Countries that wish to successfully compete in the global digital economy must cultivate workforces possessing the requisite digital skills so that industries, enterprises, and even individuals can thrive in the digital environment, the report maintained.
Broader Challenges
Workforce development, though, is only part of the digital skills problem, Ezell observed.
“The availability of digital platforms inside American households is also a problem,” he noted. “One study found that 23 percent of households don’t own a desktop or laptop computer and more than seven percent of Americans don’t use the internet.”
“The broad challenge of digital literacy is something we have to work on,” he said.

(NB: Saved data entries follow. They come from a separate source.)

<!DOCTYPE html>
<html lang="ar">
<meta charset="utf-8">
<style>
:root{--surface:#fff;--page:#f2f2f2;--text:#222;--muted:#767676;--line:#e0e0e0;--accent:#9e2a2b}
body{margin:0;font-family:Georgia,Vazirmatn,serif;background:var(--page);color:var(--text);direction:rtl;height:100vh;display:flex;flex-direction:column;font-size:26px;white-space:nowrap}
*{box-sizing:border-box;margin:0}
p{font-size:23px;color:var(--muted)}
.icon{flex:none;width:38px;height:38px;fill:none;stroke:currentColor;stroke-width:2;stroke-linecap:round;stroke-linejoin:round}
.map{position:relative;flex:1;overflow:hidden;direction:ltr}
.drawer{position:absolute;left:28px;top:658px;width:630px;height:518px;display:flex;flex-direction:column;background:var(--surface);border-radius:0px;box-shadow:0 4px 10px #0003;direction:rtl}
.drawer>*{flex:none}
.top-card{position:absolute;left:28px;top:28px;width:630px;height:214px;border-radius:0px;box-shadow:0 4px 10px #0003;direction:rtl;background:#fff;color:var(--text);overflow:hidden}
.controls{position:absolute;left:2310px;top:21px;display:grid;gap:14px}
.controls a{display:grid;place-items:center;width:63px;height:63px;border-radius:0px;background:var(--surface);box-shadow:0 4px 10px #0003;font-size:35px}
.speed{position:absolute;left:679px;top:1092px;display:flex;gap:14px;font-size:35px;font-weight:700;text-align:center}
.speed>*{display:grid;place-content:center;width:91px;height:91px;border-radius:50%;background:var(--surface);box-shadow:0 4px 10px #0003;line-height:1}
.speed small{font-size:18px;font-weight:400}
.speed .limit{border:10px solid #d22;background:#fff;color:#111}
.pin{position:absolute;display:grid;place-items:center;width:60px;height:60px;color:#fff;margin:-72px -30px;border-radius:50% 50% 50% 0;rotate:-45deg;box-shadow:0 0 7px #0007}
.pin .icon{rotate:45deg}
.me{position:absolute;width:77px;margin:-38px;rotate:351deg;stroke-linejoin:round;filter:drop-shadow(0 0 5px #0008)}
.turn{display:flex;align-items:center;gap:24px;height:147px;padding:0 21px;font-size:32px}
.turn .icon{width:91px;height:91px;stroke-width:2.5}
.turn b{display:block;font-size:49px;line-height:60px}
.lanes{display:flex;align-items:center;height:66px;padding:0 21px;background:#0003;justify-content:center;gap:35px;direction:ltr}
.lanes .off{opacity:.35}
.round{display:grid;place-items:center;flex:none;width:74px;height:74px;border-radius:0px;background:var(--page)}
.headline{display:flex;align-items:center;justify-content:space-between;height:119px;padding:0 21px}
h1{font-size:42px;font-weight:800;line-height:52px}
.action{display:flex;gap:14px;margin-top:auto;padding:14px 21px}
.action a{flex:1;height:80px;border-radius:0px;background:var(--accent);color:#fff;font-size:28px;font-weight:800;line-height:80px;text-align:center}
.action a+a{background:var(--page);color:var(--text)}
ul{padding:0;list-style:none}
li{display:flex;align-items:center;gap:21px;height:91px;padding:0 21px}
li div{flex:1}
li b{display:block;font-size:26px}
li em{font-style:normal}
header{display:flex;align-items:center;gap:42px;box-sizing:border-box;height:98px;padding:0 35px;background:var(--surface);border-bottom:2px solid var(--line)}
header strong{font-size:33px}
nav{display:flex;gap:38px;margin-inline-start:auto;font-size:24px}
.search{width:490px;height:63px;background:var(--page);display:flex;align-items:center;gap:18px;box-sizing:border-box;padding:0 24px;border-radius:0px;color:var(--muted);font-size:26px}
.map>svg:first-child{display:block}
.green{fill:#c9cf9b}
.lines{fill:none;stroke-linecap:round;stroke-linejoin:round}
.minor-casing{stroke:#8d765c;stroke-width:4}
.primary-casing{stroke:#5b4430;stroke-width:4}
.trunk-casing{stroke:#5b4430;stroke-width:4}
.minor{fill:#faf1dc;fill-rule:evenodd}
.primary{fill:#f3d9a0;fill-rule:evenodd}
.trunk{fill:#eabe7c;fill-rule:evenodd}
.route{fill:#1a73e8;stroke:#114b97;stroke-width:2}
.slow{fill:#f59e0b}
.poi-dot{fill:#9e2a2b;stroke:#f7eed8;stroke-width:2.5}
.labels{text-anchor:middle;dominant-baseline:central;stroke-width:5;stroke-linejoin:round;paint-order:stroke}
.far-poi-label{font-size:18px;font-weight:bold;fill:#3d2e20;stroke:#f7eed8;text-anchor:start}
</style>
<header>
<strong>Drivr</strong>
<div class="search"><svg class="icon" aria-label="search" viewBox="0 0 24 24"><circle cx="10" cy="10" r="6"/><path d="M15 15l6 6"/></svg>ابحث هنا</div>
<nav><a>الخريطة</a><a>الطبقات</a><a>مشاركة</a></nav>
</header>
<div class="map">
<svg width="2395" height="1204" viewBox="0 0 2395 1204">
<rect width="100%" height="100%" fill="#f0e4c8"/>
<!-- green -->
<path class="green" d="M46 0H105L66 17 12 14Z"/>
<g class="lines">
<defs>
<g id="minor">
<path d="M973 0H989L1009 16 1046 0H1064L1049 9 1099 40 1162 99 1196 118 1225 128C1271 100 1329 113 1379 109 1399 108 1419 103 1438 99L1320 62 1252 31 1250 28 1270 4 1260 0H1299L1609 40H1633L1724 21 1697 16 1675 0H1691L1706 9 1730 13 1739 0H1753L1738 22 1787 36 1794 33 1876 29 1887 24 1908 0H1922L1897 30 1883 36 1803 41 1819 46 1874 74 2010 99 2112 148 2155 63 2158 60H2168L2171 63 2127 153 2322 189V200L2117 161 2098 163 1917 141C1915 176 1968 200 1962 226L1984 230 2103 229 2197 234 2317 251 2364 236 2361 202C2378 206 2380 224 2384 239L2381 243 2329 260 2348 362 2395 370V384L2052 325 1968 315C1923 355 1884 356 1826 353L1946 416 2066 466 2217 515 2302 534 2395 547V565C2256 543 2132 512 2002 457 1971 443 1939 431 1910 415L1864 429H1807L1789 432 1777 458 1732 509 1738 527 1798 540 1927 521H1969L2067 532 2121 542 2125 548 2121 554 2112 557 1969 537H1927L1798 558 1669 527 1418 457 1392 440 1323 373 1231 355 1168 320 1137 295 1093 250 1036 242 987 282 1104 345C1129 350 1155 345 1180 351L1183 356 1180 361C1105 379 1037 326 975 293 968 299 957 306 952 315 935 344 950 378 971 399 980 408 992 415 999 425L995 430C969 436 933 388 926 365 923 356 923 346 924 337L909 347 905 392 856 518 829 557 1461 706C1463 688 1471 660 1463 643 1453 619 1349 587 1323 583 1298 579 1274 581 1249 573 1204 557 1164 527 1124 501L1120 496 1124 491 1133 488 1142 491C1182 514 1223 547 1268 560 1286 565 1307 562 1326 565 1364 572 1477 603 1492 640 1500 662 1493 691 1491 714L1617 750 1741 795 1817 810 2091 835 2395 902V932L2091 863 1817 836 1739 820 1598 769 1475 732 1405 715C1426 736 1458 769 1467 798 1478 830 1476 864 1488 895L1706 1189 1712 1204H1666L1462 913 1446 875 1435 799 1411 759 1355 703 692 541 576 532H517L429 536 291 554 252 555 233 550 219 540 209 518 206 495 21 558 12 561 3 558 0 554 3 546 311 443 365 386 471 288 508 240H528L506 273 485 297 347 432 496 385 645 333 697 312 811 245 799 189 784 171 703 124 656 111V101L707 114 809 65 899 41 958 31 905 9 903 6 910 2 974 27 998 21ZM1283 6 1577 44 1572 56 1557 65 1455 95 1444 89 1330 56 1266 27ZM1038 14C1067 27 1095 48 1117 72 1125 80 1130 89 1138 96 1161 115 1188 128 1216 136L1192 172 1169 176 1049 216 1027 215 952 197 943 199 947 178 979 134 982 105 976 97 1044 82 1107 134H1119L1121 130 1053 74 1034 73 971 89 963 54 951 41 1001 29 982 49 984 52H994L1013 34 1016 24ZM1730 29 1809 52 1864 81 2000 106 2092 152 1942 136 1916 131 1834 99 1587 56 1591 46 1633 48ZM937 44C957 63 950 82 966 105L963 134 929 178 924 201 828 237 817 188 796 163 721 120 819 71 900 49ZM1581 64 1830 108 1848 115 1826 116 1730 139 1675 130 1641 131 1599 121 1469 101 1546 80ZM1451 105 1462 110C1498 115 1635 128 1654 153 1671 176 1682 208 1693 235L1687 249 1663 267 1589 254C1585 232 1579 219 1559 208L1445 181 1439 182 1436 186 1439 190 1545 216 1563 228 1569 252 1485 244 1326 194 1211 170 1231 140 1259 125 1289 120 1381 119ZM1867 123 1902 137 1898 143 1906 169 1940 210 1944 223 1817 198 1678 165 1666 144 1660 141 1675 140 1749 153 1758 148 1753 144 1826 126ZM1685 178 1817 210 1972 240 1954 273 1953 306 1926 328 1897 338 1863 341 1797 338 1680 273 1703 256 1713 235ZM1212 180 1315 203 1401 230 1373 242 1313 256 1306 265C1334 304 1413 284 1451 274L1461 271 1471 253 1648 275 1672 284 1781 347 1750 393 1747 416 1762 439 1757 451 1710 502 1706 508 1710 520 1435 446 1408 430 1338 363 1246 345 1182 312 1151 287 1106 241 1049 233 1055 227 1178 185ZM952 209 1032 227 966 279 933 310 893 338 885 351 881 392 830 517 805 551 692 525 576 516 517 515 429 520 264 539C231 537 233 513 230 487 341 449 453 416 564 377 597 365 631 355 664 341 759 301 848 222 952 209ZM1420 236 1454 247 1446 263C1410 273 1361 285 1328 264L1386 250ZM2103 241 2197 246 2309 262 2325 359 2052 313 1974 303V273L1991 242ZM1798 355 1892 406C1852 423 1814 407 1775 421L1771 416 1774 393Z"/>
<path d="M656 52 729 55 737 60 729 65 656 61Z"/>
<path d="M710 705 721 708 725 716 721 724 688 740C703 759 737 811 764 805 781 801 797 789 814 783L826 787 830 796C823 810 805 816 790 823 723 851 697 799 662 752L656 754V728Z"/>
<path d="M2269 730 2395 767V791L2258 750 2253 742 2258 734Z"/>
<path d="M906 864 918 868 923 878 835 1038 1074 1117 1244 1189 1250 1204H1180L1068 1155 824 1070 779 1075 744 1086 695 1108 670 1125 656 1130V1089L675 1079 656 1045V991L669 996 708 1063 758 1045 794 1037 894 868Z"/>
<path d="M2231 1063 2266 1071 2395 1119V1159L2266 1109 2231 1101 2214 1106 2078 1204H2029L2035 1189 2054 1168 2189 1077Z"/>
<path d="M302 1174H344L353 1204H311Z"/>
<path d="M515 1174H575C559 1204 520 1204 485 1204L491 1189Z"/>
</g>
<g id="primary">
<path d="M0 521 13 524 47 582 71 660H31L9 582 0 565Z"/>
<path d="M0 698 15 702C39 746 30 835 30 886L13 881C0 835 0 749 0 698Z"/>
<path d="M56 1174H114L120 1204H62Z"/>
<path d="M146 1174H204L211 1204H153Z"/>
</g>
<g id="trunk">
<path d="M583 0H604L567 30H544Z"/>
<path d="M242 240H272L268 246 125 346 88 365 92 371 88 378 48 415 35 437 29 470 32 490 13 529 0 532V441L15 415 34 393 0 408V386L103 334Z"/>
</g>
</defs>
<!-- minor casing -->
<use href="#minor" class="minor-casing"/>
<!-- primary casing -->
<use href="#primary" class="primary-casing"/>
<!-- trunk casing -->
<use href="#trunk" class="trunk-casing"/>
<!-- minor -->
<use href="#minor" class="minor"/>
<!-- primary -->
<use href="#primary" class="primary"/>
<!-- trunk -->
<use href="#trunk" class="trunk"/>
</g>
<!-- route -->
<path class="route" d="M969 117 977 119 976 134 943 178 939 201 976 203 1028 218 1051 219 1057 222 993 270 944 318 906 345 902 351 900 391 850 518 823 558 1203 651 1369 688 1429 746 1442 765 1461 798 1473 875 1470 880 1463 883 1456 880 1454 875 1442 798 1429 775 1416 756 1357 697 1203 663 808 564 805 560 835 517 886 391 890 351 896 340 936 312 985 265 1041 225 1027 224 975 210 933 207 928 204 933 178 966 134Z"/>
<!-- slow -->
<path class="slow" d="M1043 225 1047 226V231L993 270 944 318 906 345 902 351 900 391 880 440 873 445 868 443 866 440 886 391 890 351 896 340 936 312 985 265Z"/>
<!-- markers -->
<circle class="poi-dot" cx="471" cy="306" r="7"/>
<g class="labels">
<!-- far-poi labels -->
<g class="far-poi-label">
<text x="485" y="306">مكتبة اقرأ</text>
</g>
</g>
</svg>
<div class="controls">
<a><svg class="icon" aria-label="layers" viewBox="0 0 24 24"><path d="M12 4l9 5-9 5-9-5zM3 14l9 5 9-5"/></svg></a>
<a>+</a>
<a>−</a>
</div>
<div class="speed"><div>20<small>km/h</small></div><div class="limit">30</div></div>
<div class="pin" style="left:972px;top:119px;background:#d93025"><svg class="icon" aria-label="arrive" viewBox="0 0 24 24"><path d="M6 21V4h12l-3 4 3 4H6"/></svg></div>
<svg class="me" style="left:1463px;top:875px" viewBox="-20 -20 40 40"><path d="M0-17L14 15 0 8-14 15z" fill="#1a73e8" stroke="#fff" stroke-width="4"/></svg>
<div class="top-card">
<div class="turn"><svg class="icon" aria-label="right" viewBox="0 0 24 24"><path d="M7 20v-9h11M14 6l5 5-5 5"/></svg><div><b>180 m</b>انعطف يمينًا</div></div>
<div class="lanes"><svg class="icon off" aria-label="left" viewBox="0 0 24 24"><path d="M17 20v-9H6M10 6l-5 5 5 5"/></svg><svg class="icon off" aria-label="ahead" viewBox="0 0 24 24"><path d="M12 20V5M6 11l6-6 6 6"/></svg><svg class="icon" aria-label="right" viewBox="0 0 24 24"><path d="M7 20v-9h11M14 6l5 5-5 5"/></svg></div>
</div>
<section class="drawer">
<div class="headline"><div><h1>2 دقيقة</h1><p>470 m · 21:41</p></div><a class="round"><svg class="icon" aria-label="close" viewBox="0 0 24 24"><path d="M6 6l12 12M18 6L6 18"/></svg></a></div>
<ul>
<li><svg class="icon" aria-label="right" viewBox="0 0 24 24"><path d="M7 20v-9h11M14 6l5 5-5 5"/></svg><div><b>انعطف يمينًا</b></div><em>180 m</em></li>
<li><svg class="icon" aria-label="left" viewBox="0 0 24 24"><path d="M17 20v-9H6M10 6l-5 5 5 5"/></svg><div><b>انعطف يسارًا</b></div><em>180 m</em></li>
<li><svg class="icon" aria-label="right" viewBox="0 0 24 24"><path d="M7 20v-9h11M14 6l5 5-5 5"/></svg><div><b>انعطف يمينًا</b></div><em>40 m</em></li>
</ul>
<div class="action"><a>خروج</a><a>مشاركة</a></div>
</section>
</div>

“The availability of alternative forms of education — online universities, massively open online courses — gives us as a society the ability to provide content for additional skills training,” he continued.
“Encouraging greater use of those things would be very helpful,” he added.
In addition, just as the pandemic jolted digital transformation, it is also fueling retraining efforts in organizations.
According to a report released in April by global management consulting firm McKinsey, skill-building is more prevalent than it was prior to the pandemic, with 69 percent of organizations doing more skill-building now than they did before the Covid-19 crisis.
“There’s a lot of retraining taking place as the world moves from an industrial to a digital era,” West said. “Both public and private entities are trying to train people for the workforce needs of the 21st century. Over time, this problem will dissipate, but right now, it’s a big issue.”
“Digital skills and the access to them is a very serious diversity, equity, inclusion and national security issue,” added Deidre Diamond, founder and CEO ofCyberSN, a cybersecurity recruiting and career resources firm in Framingham, Mass.
“All humans must be digitally skilled in order for individuals, organizations, governments and societies to thrive,” she added.